+++ Records shown +++

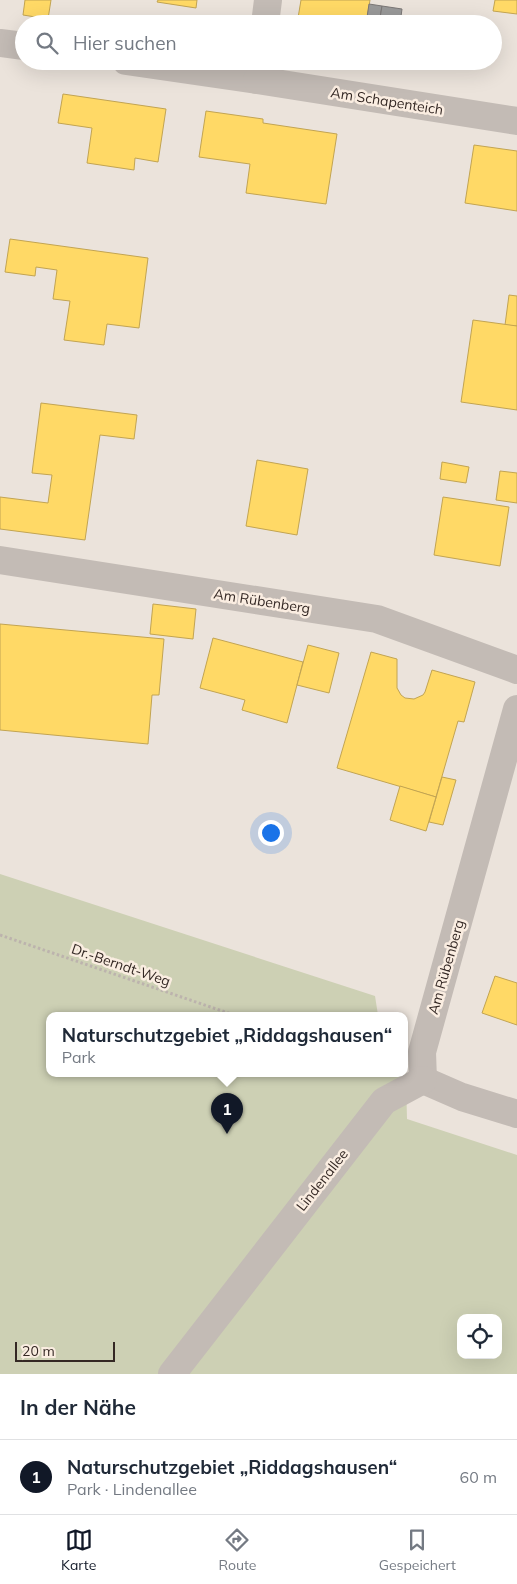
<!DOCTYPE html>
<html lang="de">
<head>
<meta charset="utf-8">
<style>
	:root { --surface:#fff; --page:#f6f6f7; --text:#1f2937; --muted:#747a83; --line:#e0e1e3; --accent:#111827 }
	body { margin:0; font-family:Mulish,sans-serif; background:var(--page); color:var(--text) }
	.controls { position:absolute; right:15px; bottom:15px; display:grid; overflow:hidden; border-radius:10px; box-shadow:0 5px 20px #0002 }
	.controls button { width:45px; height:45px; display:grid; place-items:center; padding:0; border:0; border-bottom:1px solid var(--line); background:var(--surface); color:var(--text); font:25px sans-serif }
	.scale { position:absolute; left:15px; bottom:12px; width:100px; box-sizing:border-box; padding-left:5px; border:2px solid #342824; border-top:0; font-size:14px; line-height:18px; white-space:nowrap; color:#342824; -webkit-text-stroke:4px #faede1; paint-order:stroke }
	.you { position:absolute; left:270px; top:832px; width:18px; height:18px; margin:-12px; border:4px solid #fff; border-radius:50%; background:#1a73e8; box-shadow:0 0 0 8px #1a73e833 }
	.badge { display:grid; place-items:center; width:32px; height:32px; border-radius:50%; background:var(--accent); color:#fff; font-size:16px; font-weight:700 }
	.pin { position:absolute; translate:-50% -41px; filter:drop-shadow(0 1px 2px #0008) }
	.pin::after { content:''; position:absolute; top:26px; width:18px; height:15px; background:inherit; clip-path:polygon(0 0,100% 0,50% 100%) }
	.popup { position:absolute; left:46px; top:1012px; width:362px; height:65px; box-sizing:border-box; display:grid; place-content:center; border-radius:10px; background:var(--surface); filter:drop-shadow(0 1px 4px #0005); font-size:16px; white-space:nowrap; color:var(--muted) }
	.popup b { font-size:19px; color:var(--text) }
	.popup::after { content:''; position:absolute; left:50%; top:100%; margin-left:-10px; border:10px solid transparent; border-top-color:var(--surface) }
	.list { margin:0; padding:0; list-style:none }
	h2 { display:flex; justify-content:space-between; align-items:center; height:65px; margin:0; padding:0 20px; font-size:21px }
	h2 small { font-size:16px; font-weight:400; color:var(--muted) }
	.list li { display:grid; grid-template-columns:32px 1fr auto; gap:15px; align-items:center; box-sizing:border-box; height:75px; padding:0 20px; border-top:1px solid var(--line) }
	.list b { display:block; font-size:19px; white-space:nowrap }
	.list p { margin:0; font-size:16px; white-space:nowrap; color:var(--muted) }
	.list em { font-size:16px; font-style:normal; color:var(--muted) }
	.icon { flex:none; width:28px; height:28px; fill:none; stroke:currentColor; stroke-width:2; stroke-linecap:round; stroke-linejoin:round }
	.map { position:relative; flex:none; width:517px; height:1374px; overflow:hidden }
	.search { position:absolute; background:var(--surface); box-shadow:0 5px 20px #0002; left:15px; right:15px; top:15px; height:55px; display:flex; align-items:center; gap:12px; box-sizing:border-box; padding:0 18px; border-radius:28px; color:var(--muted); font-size:19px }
	.sheet { height:140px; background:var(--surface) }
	nav { display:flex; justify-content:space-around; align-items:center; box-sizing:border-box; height:70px; border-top:1px solid var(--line); background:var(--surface); font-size:14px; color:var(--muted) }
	nav a { display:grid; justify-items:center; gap:2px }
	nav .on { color:var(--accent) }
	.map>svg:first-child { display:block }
	.green { fill:#cdd0b4; fill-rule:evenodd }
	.homes { fill:#ffd966; stroke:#c2a452 }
	.industry { fill:#999; stroke:#7b7776 }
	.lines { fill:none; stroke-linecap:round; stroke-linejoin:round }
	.path { stroke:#bcb3ad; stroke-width:3; stroke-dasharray:2.5 2.5; stroke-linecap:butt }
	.minor { stroke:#c3bbb5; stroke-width:28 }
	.labels { text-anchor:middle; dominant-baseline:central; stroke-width:5; stroke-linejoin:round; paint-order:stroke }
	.street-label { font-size:14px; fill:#342824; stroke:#faede1 }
</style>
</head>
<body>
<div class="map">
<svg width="517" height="1374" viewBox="0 0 517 1374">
	<rect width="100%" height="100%" fill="#ebe3db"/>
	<!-- green -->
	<path class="green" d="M0,874l375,122 3,19h-329v58h355l1,-31 2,77 110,36v219h-517zM461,1318h37v37h-37z"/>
	<!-- homes -->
	<g class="homes">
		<polygon points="25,0 51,0 48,19 23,15"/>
		<polygon points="158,0 197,0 196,8 157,2"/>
		<polygon points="301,0 370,0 366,24 297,24"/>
		<polygon points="495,0 517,0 517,14 493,11"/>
		<polygon points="63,94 166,109 158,162 135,158 134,170 87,163 92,128 58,123"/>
		<polygon points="206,111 263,119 263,123 337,134 326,204 246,193 250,164 199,157"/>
		<polygon points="474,145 517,151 517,211 465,203"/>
		<polygon points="10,239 148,258 139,328 107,324 104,345 64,340 70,301 53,299 57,270 36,267 35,276 5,272"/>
		<polygon points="509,295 517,296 517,326 505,325"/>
		<polygon points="473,320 517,326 517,410 461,402"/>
		<polygon points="41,403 137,415 134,439 100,435 85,540 0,529 0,497 48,503 52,475 32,473"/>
		<polygon points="257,460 308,469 297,535 246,526"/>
		<polygon points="442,462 469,467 466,483 440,479"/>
		<polygon points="500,471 517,473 517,503 496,500"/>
		<polygon points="443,497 509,507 500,566 434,555"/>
		<polygon points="153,604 196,609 193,639 150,634"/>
		<polygon points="0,624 164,639 159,695 152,695 148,744 0,730"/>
		<polygon points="213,638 303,662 287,723 242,710 245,700 200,688"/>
		<polygon points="308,645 339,653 329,693 297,685"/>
		<polygon points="371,652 397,659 397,688 401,695 405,698 414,699 423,695 425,692 432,670 475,682 464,722 458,721 436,797 337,768"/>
		<polygon points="442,777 456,780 443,825 429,822"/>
		<polygon points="400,786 436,797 426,831 390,820"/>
		<polygon points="495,976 517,983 517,1025 482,1013"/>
	</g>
	<!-- industry -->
	<g class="industry">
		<polygon points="369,4 382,6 379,24 366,24"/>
		<polygon points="382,6 402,9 400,24 379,24"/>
	</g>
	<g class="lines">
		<!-- path -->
		<polyline class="path" points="0,935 234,1015"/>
		<!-- minor -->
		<g class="minor">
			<polyline points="265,24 268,0"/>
			<polyline points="0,43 24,46"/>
			<polyline points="126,61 257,80 260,61"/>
			<polyline points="257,80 517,121"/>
			<polyline points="0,560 377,619 517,670"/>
			<polyline points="423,1080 422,1052 517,709"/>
			<polyline points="423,1080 462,1097 517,1114"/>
			<polyline points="172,1374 384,1101 423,1080"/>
		</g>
	</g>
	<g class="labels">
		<!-- street labels -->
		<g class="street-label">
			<text transform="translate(387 101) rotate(9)">Am Schapenteich</text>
			<text transform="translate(262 601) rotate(9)">Am Rübenberg</text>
			<text transform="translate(121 965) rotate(19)">Dr.-Berndt-Weg</text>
			<text transform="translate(446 967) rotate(-74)">Am Rübenberg</text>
			<text transform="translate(322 1180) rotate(-52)">Lindenallee</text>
		</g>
	</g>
</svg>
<div class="controls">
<button><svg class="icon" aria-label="locate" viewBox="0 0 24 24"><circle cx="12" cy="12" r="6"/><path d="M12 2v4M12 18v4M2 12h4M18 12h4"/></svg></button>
</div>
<div class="scale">20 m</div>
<div class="you"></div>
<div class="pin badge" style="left:227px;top:1134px">1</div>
<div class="popup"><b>Naturschutzgebiet „Riddagshausen“</b>Park</div>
<div class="search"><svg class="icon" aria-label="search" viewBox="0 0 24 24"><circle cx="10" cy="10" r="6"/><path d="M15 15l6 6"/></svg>Hier suchen</div>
</div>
<section class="sheet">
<h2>In der Nähe<small></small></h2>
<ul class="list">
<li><span class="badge">1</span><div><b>Naturschutzgebiet „Riddagshausen“</b><p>Park · Lindenallee</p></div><em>60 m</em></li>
</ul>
</section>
<nav>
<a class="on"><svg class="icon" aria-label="map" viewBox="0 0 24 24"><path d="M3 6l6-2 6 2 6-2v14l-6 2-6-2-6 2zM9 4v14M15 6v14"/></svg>Karte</a>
<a><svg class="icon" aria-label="directions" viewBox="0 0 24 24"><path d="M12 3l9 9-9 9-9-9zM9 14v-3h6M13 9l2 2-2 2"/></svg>Route</a>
<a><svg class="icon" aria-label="saved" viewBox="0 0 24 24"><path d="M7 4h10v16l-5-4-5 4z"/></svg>Gespeichert</a>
</nav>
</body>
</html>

+++

**Assignment:** Search the records for the string "sans" and return every line in which it occurs.

**Exercise answer:**
	body { margin:0; font-family:Mulish,sans-serif; background:var(--page); color:var(--text) }
	.controls button { width:45px; height:45px; display:grid; place-items:center; padding:0; border:0; border-bottom:1px solid var(--line); background:var(--surface); color:var(--text); font:25px sans-serif }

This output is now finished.